OneWorld wrote: Fri Oct 01, 2021 1:32 pm
awjoe wrote: Fri Oct 01, 2021 7:32 amhttps://youtu.be/cNbnef_eXBM

About a minute.

Erm.....what's he saying that's different from what most of us know already anyway?

Just been listening to an interview with Paul McCartney and has been asked about recording these days, with all the technology so freely available, computers etc. Sir Paul says whilst there are great advantages he says you end up with 100's of fragments, but you never get to finishing anything, and even when you return to one of these fragments with the intention of completing the tune, you don't seem able to capture the initial enthusiasm for it.

He went on to say that back in the day, you didn't have the technology and so you had to finish the song, that day.' He gave an example of a recording session whereby you had sort of knocked a tune together, but it wasn't quite there, they, (the Beatles and no doubt other musicians back in the day) were informed the producer was booked to arrive in say 2 hours time and so they had to finish the song. They didn't perceive this as pressure, but simply working to a timetable, turn up, get the job done and then go out to play.
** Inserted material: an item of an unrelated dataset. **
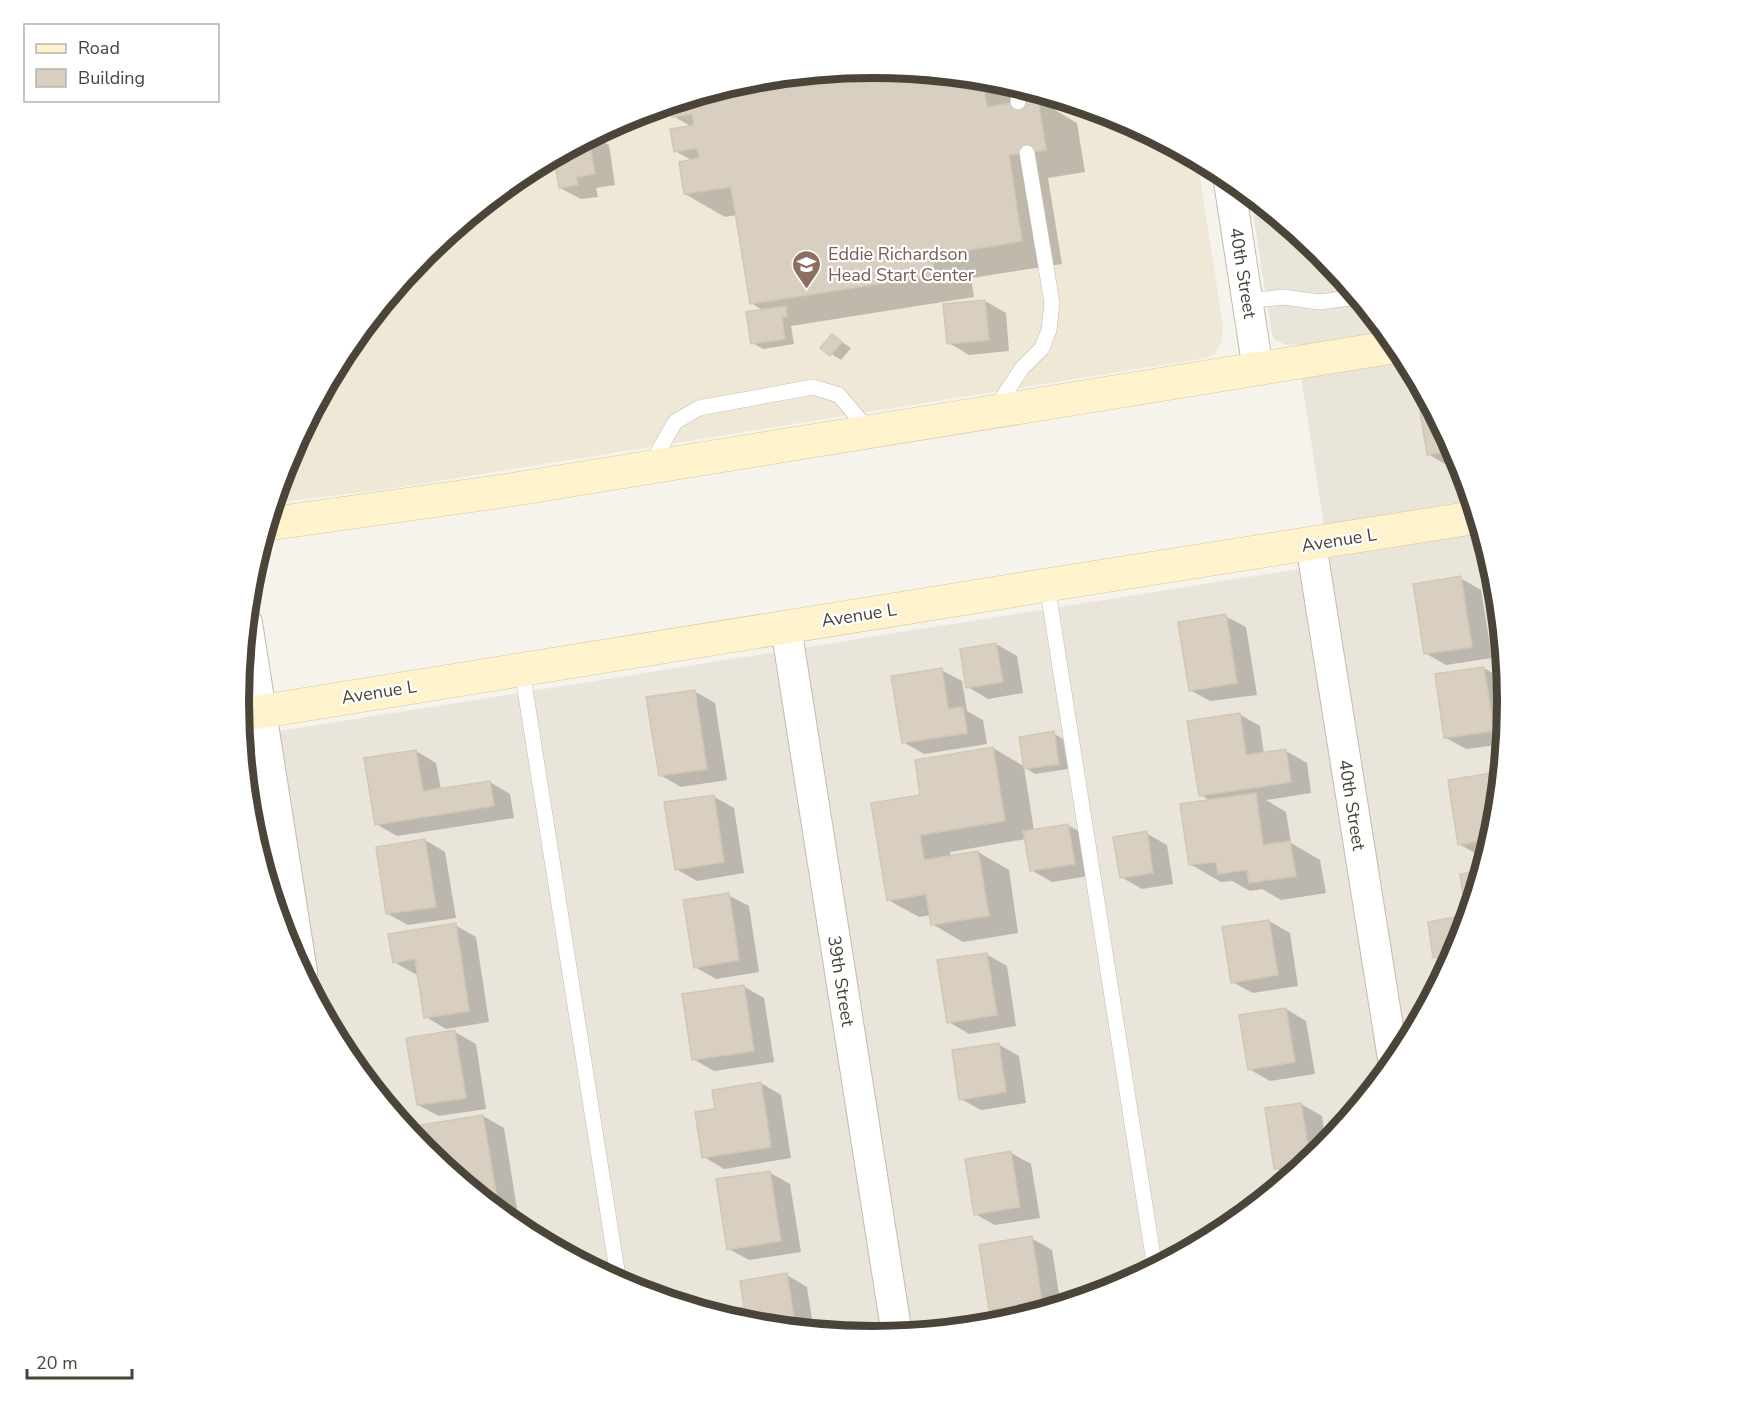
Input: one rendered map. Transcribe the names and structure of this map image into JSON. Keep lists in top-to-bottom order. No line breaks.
{"streets":{"street":["40th Street","Avenue L","39th Street"]},"crossings":[["40th Street","Avenue L"],["Avenue L","39th Street"]],"places":{"school or university":["Eddie Richardson Head Start Center"]},"legend":["Road","Building"],"scale_bar":"20 m"}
Sir Paul was asked another question about their particular brand of music and he said, "We didn't have the technology there is these days, we couldn't write music and so we had to write memorable tunes, otherwise by the following day they would have forgotten the tune, so they wrote memorable catchy tunes"

If only it were that easy! The interview, which is with Jarvis Cocker, is at

https://www.youtube.com/watch?v=-gxdrjRqcZQ

I always find these sorts of interviews, a musician talking about music, very revealing and most enjoyable because a lot of what they say we (I think I speak for others) we can directly relate to. EG "What is the blo*dy chord he's playing" etc

Most encouraging was when asked "How do you write a successful song?" and he said "I just noodle about on the guitar, and whatever the tune, I stick with it, sometimes the second verse/chorus excels, comes out better than the first verse, then you see potential and work at it"

Doesn't always work for me though, it (the song) often gets worse as it goes along :-)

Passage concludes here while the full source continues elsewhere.